- **EXERCISE OBJECTIVE**
In the records below, find the line that contains "position:absolute; left:1135px; top:182px;" and the line that contains "display:flex; align-items:center; height:48px;". Set down exactly those lines and every line between them, and nothing more.

[Collected data entries]
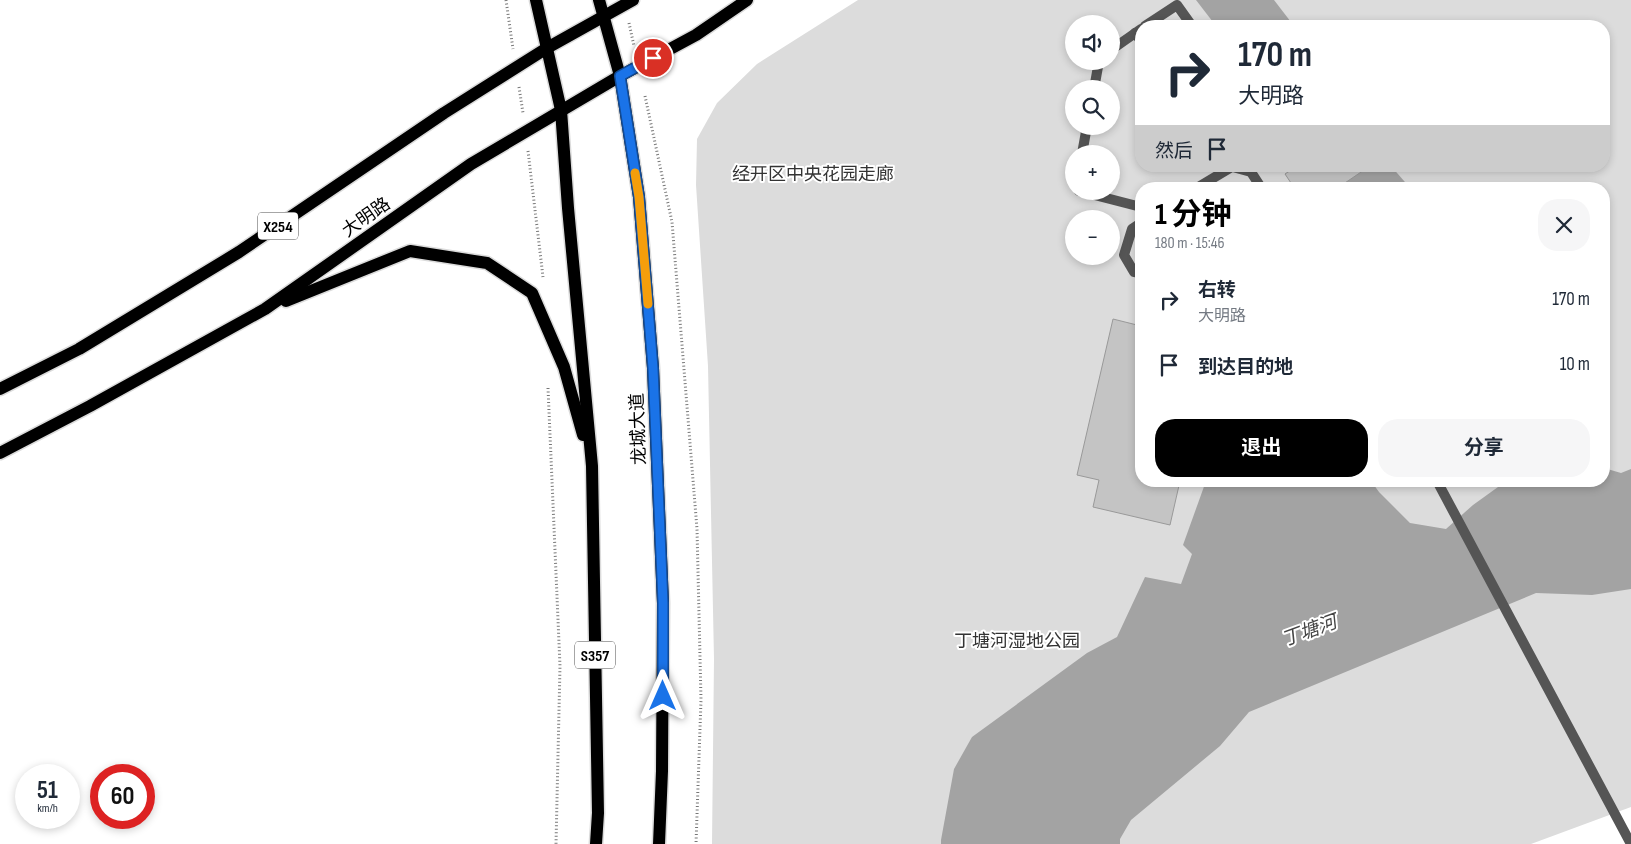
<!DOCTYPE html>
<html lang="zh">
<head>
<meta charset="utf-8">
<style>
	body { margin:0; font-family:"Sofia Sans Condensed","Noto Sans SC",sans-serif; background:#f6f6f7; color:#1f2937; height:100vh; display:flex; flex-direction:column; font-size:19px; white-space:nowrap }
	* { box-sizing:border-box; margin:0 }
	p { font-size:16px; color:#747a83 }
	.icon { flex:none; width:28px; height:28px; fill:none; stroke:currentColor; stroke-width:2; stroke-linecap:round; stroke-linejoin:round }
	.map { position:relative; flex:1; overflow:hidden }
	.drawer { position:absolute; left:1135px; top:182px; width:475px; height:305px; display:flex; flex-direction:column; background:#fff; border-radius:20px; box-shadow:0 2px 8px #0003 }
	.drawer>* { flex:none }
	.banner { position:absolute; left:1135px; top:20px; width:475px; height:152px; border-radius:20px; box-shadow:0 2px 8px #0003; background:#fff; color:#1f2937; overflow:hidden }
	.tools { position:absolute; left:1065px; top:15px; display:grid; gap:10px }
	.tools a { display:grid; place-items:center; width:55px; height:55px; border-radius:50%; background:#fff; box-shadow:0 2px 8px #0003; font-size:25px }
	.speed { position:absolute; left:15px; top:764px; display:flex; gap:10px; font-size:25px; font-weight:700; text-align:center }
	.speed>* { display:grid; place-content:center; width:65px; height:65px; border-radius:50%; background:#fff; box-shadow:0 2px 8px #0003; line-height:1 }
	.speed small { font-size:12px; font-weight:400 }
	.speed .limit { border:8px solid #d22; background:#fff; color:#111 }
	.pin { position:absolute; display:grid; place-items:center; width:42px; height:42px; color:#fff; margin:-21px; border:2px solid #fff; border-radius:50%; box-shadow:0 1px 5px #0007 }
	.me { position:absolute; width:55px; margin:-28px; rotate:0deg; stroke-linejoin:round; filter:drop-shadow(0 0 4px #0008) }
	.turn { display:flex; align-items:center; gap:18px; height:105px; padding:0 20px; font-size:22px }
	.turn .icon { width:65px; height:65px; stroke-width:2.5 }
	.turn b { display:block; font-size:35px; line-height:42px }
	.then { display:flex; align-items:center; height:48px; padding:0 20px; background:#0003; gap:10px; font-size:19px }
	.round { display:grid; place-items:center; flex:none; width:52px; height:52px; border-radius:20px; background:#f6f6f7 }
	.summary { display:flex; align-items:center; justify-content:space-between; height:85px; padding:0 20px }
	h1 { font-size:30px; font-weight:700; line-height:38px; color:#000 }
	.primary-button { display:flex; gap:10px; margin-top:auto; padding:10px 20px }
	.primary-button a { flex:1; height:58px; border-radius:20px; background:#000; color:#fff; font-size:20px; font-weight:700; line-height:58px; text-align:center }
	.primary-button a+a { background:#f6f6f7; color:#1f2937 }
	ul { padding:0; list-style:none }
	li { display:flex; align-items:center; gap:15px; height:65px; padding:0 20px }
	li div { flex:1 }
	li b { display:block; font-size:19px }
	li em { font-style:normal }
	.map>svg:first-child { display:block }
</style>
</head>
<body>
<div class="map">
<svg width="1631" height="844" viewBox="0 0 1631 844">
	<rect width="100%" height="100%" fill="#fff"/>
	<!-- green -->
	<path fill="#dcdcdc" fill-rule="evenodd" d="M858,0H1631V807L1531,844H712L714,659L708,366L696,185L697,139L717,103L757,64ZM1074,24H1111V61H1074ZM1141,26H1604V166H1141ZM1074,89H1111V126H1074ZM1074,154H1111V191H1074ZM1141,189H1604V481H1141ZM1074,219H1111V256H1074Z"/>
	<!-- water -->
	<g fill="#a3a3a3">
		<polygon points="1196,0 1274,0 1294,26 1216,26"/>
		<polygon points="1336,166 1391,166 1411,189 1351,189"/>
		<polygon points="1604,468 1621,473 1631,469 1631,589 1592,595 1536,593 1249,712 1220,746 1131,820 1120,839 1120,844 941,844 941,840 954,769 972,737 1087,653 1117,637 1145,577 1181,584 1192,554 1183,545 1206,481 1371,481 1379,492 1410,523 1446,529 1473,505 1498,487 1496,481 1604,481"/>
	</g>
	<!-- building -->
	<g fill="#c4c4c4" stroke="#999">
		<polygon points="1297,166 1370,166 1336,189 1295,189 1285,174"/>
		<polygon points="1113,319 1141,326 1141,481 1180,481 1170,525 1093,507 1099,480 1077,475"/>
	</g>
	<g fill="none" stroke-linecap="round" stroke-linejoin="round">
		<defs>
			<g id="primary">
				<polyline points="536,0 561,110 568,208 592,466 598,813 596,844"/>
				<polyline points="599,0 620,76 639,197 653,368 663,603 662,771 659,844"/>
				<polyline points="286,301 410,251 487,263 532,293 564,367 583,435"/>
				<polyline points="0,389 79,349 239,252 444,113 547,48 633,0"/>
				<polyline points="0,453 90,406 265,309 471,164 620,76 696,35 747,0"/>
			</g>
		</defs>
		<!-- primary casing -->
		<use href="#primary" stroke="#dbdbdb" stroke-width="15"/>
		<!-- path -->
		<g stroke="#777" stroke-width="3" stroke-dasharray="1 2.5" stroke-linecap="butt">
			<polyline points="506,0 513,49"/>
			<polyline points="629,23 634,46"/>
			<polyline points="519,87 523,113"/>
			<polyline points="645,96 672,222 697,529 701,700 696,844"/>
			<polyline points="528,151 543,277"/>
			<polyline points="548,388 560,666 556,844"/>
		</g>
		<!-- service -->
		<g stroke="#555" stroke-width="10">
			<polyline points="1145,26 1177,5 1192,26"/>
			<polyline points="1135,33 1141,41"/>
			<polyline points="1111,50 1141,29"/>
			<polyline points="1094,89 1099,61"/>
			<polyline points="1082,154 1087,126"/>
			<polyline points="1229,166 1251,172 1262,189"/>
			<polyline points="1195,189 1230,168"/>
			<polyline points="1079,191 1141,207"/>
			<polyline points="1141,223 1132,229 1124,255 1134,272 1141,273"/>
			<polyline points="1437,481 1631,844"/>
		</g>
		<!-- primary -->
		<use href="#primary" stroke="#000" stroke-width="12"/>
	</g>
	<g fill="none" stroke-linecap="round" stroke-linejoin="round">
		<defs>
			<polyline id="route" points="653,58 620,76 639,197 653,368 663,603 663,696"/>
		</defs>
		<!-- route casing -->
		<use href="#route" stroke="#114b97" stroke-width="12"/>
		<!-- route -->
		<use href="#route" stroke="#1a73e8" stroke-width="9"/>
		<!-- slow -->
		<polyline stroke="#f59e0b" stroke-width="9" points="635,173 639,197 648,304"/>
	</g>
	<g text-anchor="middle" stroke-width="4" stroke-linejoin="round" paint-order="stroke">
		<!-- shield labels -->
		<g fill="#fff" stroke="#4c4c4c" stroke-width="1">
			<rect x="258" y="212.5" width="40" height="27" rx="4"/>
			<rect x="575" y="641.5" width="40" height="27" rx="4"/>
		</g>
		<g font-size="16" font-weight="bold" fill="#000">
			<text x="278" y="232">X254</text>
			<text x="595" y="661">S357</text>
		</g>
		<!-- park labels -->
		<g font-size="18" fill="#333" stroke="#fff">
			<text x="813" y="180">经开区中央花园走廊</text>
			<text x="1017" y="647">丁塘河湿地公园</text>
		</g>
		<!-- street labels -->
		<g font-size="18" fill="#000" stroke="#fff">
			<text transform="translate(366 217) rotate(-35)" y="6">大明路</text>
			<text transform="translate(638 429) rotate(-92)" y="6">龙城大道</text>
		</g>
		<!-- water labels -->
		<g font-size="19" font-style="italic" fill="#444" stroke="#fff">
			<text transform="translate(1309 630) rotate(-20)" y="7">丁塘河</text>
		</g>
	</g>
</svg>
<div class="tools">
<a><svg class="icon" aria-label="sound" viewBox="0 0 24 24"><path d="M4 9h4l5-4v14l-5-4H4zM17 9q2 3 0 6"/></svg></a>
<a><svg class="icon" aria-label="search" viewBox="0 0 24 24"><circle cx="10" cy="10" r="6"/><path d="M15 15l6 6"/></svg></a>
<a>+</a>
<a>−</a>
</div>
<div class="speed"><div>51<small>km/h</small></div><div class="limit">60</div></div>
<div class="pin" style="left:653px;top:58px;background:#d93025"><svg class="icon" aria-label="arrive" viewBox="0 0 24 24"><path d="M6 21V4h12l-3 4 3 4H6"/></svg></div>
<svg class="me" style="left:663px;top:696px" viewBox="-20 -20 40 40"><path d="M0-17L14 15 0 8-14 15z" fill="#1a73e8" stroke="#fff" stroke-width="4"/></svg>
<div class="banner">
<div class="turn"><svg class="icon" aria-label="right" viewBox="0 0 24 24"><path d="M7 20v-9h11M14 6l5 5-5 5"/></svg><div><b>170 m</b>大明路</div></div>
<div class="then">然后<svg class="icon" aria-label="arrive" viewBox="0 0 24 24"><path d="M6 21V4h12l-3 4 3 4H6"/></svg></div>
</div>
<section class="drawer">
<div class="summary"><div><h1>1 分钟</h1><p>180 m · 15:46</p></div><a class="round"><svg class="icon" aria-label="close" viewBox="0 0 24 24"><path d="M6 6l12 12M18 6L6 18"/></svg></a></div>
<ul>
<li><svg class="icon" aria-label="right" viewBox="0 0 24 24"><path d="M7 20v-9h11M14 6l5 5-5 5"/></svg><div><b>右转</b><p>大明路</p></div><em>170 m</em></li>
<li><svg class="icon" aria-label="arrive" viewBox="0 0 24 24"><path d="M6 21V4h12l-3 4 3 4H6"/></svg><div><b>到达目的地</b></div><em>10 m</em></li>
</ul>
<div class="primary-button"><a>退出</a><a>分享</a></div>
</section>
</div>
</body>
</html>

- **YOUR RESPONSE**
	.drawer { position:absolute; left:1135px; top:182px; width:475px; height:305px; display:flex; flex-direction:column; background:#fff; border-radius:20px; box-shadow:0 2px 8px #0003 }
	.drawer>* { flex:none }
	.banner { position:absolute; left:1135px; top:20px; width:475px; height:152px; border-radius:20px; box-shadow:0 2px 8px #0003; background:#fff; color:#1f2937; overflow:hidden }
	.tools { position:absolute; left:1065px; top:15px; display:grid; gap:10px }
	.tools a { display:grid; place-items:center; width:55px; height:55px; border-radius:50%; background:#fff; box-shadow:0 2px 8px #0003; font-size:25px }
	.speed { position:absolute; left:15px; top:764px; display:flex; gap:10px; font-size:25px; font-weight:700; text-align:center }
	.speed>* { display:grid; place-content:center; width:65px; height:65px; border-radius:50%; background:#fff; box-shadow:0 2px 8px #0003; line-height:1 }
	.speed small { font-size:12px; font-weight:400 }
	.speed .limit { border:8px solid #d22; background:#fff; color:#111 }
	.pin { position:absolute; display:grid; place-items:center; width:42px; height:42px; color:#fff; margin:-21px; border:2px solid #fff; border-radius:50%; box-shadow:0 1px 5px #0007 }
	.me { position:absolute; width:55px; margin:-28px; rotate:0deg; stroke-linejoin:round; filter:drop-shadow(0 0 4px #0008) }
	.turn { display:flex; align-items:center; gap:18px; height:105px; padding:0 20px; font-size:22px }
	.turn .icon { width:65px; height:65px; stroke-width:2.5 }
	.turn b { display:block; font-size:35px; line-height:42px }
	.then { display:flex; align-items:center; height:48px; padding:0 20px; background:#0003; gap:10px; font-size:19px }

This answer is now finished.